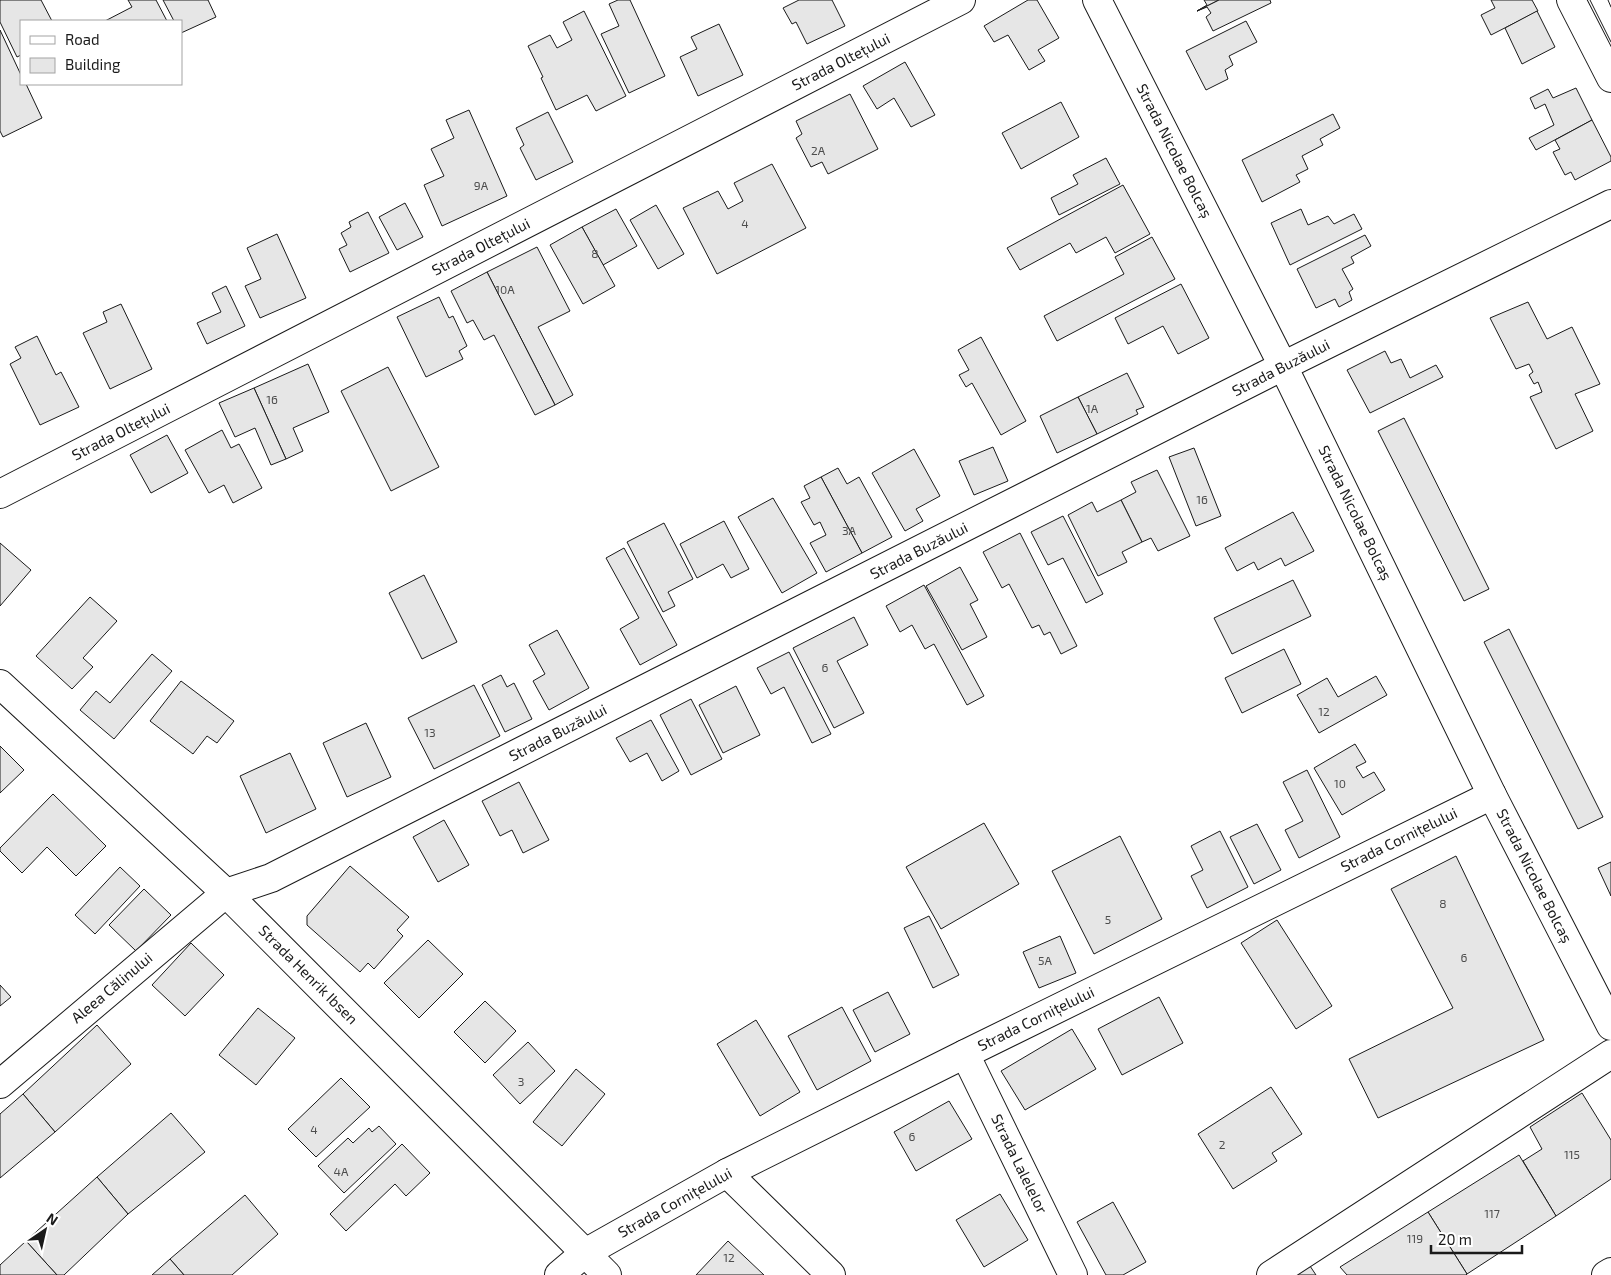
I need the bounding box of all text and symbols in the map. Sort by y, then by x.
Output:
legend [20,20,182,85]
street label: Strada Oltețului [789,29,893,95]
text: Road [65,30,100,48]
text: Building [65,55,121,73]
street label: Strada Nicolae Bolcaș [1131,80,1217,222]
house number: 2A [811,143,826,157]
house number: 9A [474,178,489,192]
street label: Strada Oltețului [429,214,533,280]
house number: 4 [741,216,749,230]
house number: 8 [591,246,599,260]
house number: 10A [495,282,515,296]
street label: Strada Buzăului [1229,335,1333,400]
house number: 16 [266,392,278,406]
street label: Strada Oltețului [69,399,173,465]
house number: 1A [1086,401,1099,415]
street label: Strada Nicolae Bolcaș [1314,442,1396,584]
house number: 16 [1196,492,1208,506]
street label: Strada Buzăului [867,518,971,583]
house number: 3A [842,523,857,537]
house number: 6 [822,660,829,674]
street label: Strada Buzăului [506,700,610,765]
house number: 12 [1318,704,1330,718]
house number: 13 [424,725,436,739]
house number: 10 [1334,776,1346,790]
street label: Strada Cornițelului [1337,803,1461,877]
street label: Strada Nicolae Bolcaș [1491,805,1577,947]
house number: 8 [1439,896,1447,910]
house number: 5 [1105,912,1111,926]
street label: Strada Henrik Ibsen [255,921,362,1028]
street label: Aleea Călinului [67,948,156,1026]
house number: 6 [1461,950,1468,964]
house number: 5A [1038,953,1052,967]
street label: Strada Cornițelului [974,982,1098,1056]
house number: 3 [518,1074,524,1088]
street label: Strada Lalelelor [988,1111,1052,1216]
house number: 4 [310,1122,318,1136]
house number: 6 [909,1129,916,1143]
house number: 2 [1219,1137,1226,1151]
house number: 115 [1564,1147,1580,1161]
street label: Strada Cornițelului [614,1163,736,1243]
house number: 4A [334,1164,349,1178]
north arrow [20,1205,70,1255]
house number: 117 [1484,1206,1500,1220]
text: N [44,1209,61,1229]
scale bar [1431,1222,1522,1254]
text: 20 m [1438,1230,1472,1248]
house number: 119 [1407,1231,1423,1245]
house number: 12 [723,1250,735,1264]

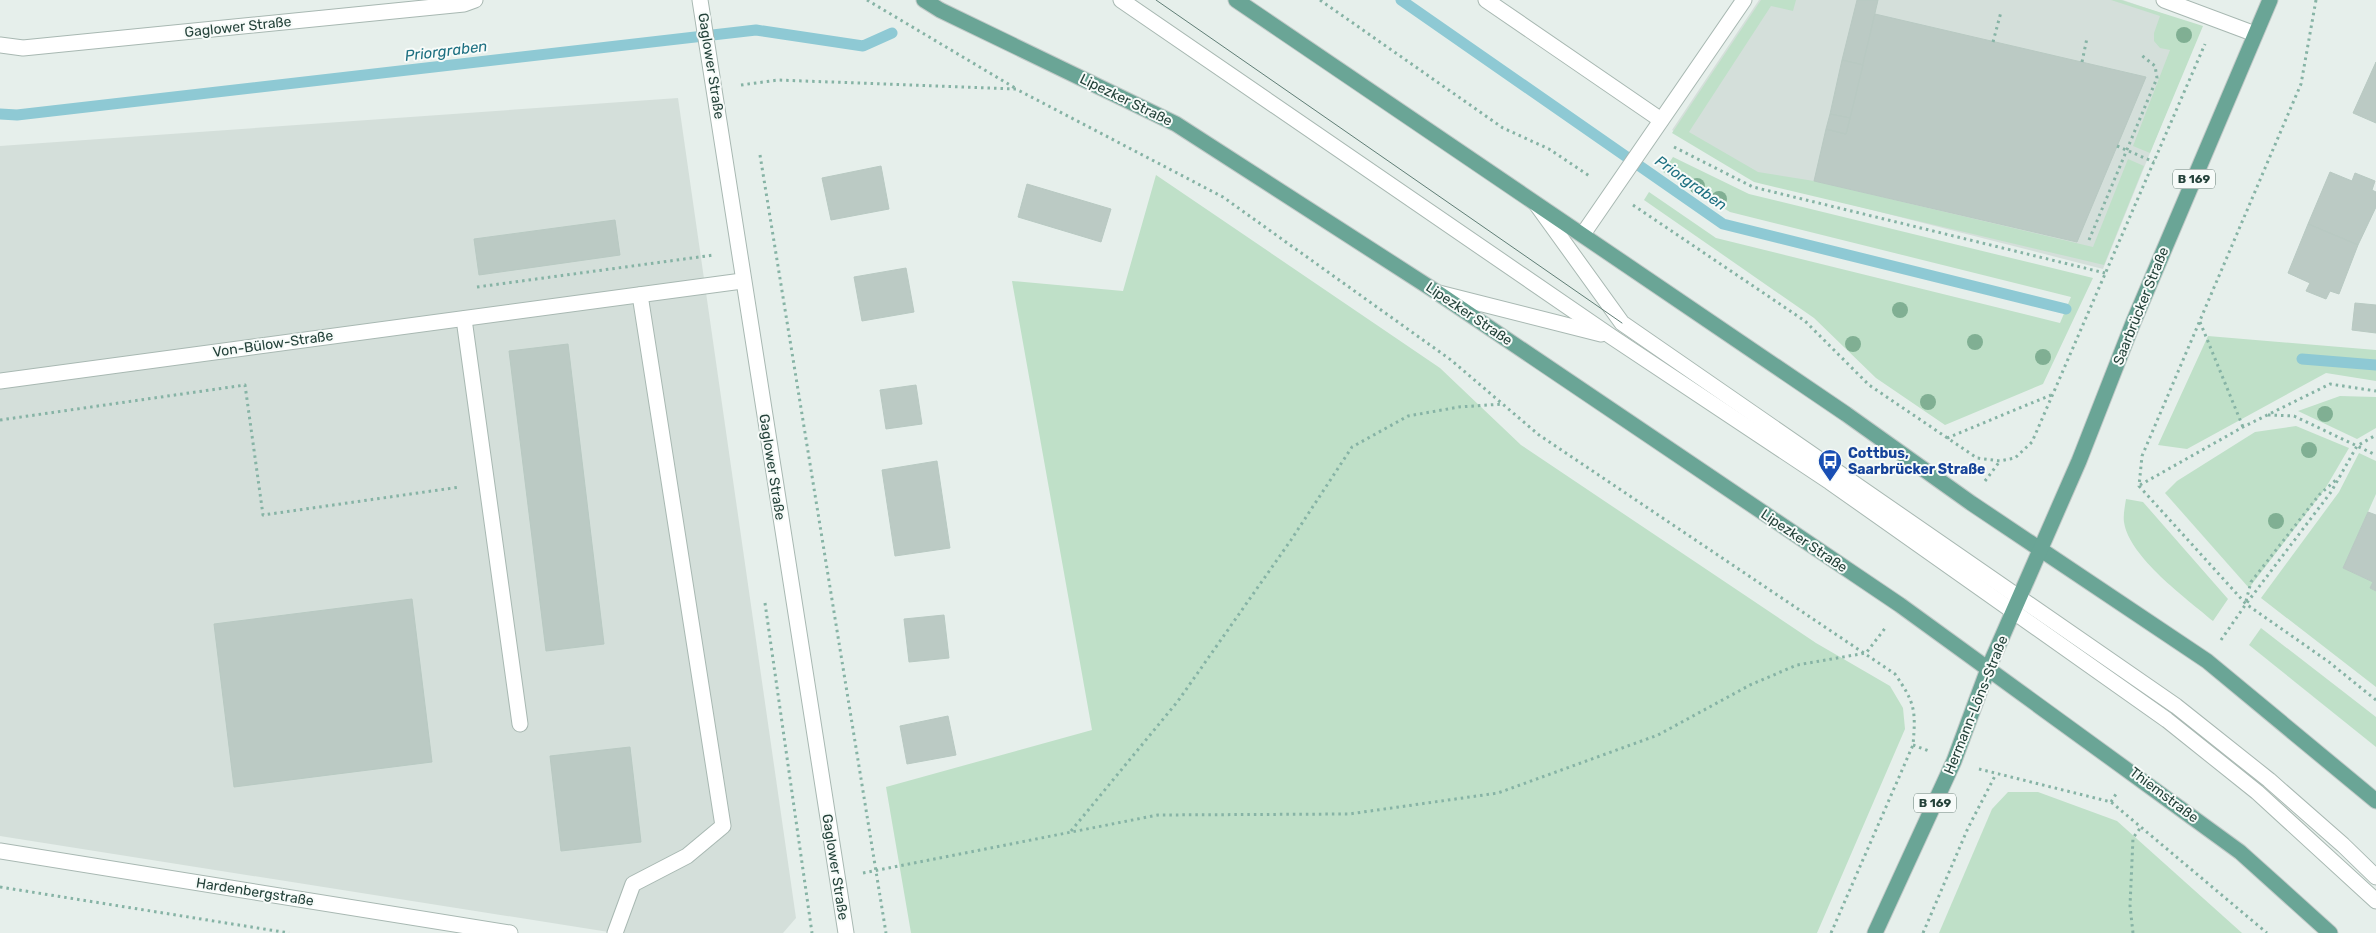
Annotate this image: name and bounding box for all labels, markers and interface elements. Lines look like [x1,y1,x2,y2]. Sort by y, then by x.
street label: Gaglower Straße [694,12,728,121]
street label: Gaglower Straße [184,13,292,41]
water label: Priorgraben [404,37,488,65]
street label: Lipezker Straße [1077,70,1175,130]
water label: Priorgraben [1652,152,1730,214]
road number: B 169 [2173,170,2215,188]
street label: Saarbrücker Straße [2110,244,2172,367]
street label: Lipezker Straße [1422,279,1516,349]
street label: Von-Bülow-Straße [212,327,334,361]
street label: Gaglower Straße [755,413,789,522]
place label: Cottbus, Saarbrücker Straße [1848,445,1985,478]
bus stop icon: Cottbus, Saarbrücker Straße [1817,448,1843,482]
street label: Lipezker Straße [1757,506,1851,576]
street label: Hermann-Löns-Straße [1940,633,2012,777]
street label: Thiemstraße [2126,764,2202,826]
road number: B 169 [1914,794,1956,812]
street label: Gaglower Straße [818,813,852,922]
street label: Hardenbergstraße [195,874,315,910]

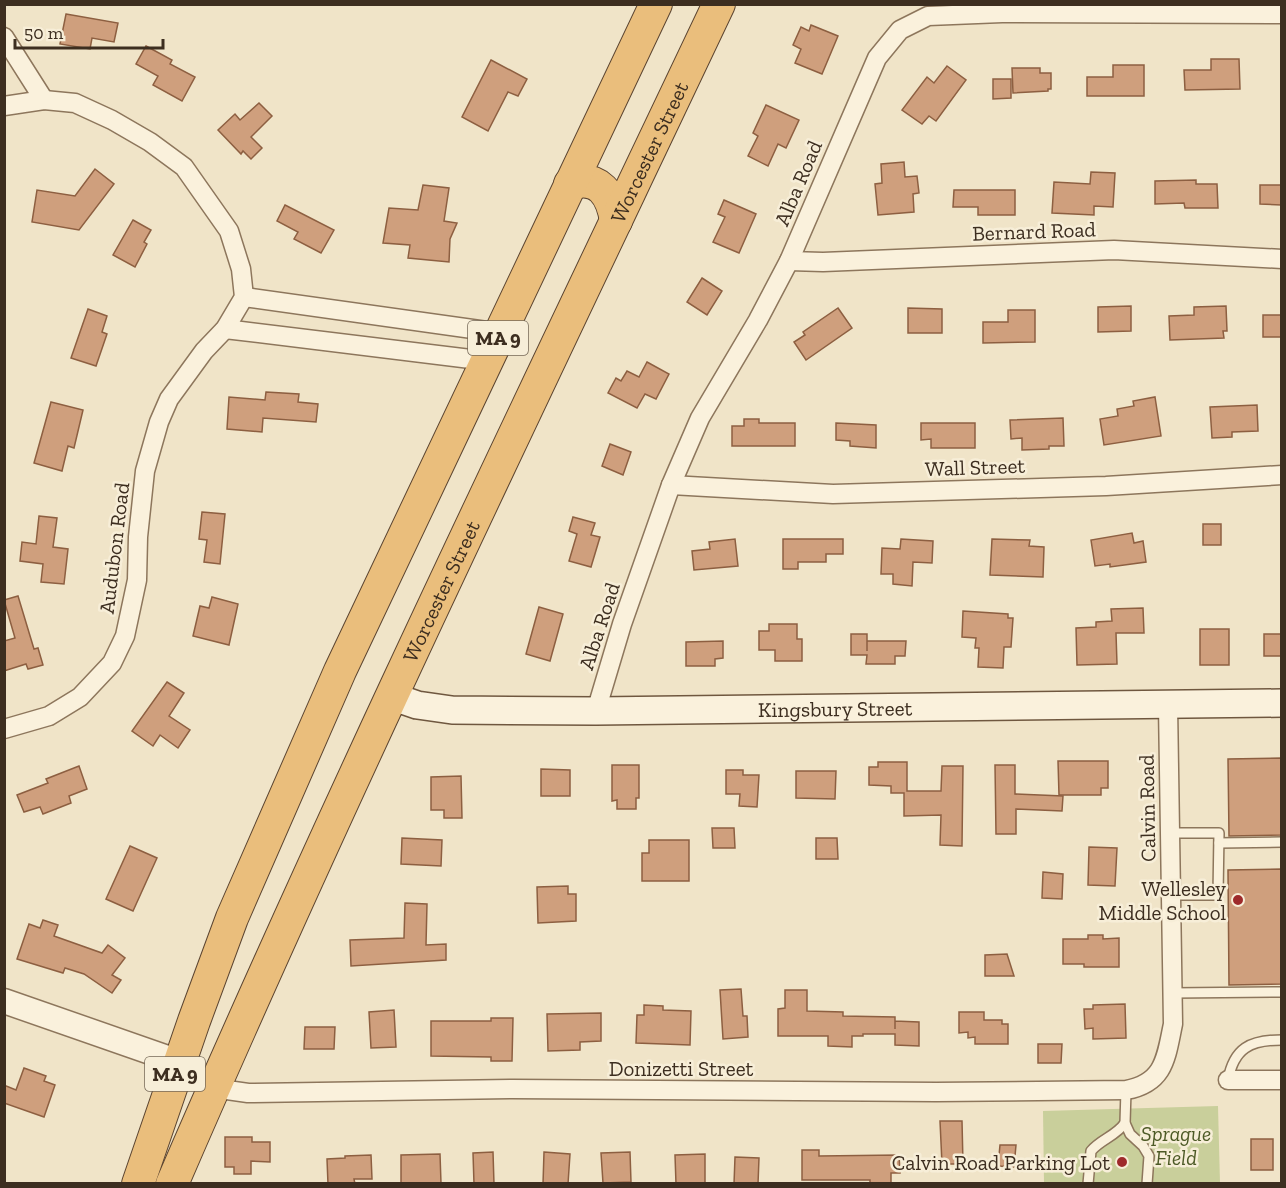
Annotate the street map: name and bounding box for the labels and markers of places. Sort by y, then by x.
place label: Wellesley Middle School [1099,876,1226,925]
marker: Wellesley Middle School [1231,893,1245,907]
place label: Calvin Road Parking Lot [892,1150,1110,1175]
marker: Calvin Road Parking Lot [1115,1155,1129,1169]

= = = =

Exercise details:
Within the material, how many lines hold the string "Parking"? Give the number by itself.

Response for this exercise:
2